Passage
- Cover of first edition (hardcover)
- Author: Lois McMaster Bujold
- Cover artist: Julie Bell
- Language: English
- Series: The Sharing Knife, Vol. 3
- Genre: Fantasy
- Publisher: Eos (HarperCollins)
- Publication date: April 2008
- Publication place: United States
- Media type: Print Hardbound
- Pages: 437 (first edition, hardback)
- ISBN: 978-0-06-137533-0
- OCLC: 179805859
- Dewey Decimal: 813/.54 22
- LC Class: PS3552.U397 S56 2008
- Preceded by: Legacy
- Followed by: Horizon

= Passage (Bujold novel) =

Novel by Lois McMaster Bujold

Passage is a fantasy novel by American writer Lois McMaster Bujold, published in 2008. It is the third in the tetralogy The Sharing Knife.

==Plot==
Passage is the immediate sequel to Legacy in The Sharing Knife series. It takes farmer's daughter Fawn and Lakewalker maverick Dag back to her home farm as a first step on their 'honeymoon trip' to the Southern Sea, which is analogous to the Gulf of Mexico in The Sharing Knife series' alternate-world setting. At the farm they add the first of a considerable list of fellow-travelers: Fawn's older brother Whit.

Once on their way again another odd companion is added by accident, quite literally, as Hod the charity-case helper of the teamster taking them to find flatboat passage on the Grace River (the Ohio River) gets his kneecap shattered by Dag's ill-tempered horse. This begins a series of events in each of which Dag's ground-working abilities are stretched past old limits, ground being the series setting's term for what might well be read as chi. Hod happens to owe much of his sloth and sly theft of edibles to a well-grown tapeworm, not suspected by his employer and only noticed in passing by Dag. But by his good curing works Dag has, as he feared, left himself open to an avalanche of farmer folk with ailments. He has, also, unwittingly beguiled Hod—Hod follows him, and wants more of Dag's ministrations. So there are dangers to the farmers he tries to cure, too. Much of the novel follows out his attempts to present what Lakewalkers do, how, and with what limitations, in ways that farmers should understand. This action violates long-standing Lakewalker secrecy about just these matters. Dag, in his effort to reduce a culture gap that has already led to violent misunderstandings, sees no choice but to risk apostasy. After he, with help from two other Lakewalkers, and many of the so-called farmers (in this book, the non-Lakewalkers mostly work with boats, not farms) defeats a renegade Lakewalker, who has been leading a group of murderers and robbers, Dag even demonstrates, for a group of farmers, the ceremony that turns a knife made from a bone from a deceased Lakewalker into a sharing knife. He also discovers how to remove a beguilement.

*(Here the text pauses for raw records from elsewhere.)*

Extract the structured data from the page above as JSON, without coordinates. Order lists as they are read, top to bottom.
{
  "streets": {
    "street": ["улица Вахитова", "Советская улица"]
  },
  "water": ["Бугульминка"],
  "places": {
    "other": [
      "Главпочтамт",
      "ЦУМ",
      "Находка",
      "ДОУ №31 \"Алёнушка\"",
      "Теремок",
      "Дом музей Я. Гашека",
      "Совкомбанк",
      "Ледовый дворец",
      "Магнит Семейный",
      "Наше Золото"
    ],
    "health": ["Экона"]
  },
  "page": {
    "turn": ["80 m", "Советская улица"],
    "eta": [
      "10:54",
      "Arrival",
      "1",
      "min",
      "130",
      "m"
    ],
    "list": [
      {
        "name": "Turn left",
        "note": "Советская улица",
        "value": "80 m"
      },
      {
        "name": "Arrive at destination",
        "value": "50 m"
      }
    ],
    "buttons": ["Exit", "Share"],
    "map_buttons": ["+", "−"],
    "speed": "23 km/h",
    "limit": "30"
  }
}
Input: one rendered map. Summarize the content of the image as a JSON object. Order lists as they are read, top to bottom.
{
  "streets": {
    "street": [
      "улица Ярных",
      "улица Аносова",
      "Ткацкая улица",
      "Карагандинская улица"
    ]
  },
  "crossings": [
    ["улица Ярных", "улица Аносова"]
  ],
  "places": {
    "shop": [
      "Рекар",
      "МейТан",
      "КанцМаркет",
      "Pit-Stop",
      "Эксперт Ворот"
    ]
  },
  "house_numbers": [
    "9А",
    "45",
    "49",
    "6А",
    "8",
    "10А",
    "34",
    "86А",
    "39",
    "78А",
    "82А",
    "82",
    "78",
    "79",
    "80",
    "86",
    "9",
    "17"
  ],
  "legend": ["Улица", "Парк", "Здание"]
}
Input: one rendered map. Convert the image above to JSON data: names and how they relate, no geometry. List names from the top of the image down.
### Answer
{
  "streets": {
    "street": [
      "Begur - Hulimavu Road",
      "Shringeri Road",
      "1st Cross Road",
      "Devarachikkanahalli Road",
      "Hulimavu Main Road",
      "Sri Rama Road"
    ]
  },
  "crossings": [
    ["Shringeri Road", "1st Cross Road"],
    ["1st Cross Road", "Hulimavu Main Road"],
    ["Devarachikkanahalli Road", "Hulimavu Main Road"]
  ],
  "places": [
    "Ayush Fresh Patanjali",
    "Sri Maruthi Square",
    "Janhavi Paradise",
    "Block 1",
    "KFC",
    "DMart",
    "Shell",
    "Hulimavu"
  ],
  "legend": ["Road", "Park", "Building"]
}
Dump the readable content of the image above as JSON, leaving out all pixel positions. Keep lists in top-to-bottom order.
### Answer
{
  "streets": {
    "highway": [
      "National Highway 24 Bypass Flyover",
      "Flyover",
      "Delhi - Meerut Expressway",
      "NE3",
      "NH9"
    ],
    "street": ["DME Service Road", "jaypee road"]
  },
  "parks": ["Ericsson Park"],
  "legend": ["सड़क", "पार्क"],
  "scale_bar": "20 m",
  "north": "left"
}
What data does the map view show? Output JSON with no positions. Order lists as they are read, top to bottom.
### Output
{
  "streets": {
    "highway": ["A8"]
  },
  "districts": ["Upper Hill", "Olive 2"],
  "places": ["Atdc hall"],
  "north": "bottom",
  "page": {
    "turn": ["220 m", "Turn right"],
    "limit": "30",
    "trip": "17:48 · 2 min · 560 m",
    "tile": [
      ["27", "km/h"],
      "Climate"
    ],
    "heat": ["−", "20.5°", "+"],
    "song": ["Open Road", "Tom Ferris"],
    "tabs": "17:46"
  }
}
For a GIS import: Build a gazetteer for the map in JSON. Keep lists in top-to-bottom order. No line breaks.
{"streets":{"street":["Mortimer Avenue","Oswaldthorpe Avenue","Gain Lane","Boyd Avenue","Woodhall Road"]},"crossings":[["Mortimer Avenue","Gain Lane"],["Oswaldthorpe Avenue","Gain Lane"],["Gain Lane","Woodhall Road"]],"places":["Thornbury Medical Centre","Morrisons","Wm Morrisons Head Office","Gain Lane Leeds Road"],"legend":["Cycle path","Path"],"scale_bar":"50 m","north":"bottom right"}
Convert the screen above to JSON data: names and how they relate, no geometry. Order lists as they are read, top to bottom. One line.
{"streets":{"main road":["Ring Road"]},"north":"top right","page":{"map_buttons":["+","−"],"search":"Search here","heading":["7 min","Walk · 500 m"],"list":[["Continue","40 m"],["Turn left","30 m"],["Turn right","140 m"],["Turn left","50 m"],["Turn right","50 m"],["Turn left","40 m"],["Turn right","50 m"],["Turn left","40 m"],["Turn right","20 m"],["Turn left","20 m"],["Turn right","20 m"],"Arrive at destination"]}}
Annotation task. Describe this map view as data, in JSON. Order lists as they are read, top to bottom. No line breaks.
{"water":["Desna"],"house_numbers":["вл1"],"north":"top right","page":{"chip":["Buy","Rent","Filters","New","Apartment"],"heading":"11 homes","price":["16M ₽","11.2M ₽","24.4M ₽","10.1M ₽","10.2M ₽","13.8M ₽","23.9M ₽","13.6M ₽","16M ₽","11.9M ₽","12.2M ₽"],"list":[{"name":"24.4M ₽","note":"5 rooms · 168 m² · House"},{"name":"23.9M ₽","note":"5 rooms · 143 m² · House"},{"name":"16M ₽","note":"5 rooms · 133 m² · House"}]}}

The core of the novel is set on a flatboat, patterned on craft used in the middle 19th century to move goods downstream on America's navigable rivers, and large enough to need a crew of around eight (and with space for cargo, chickens, a goat, and Dag's horse). For the details of this pre-steamboat era Ms. Bujold has drawn from a number of histories and biographies, listed and annotated in an Author's Note page at the very end of the text. Like the rest of the series this is a romance, but one that rides on deeper questions of personal and social relationship, including those of leadership, honesty, caste relations and power. It also presents some clear moral choices, for those who were recruited to join the renegade Lakewalker. It ends with the motley crew, Lakewalkers and farmers, that has made its way to the mouth of the Gray River (the Mississippi River) having a picnic on the sands of the River's delta and considering the whens and hows of their return journey up-river.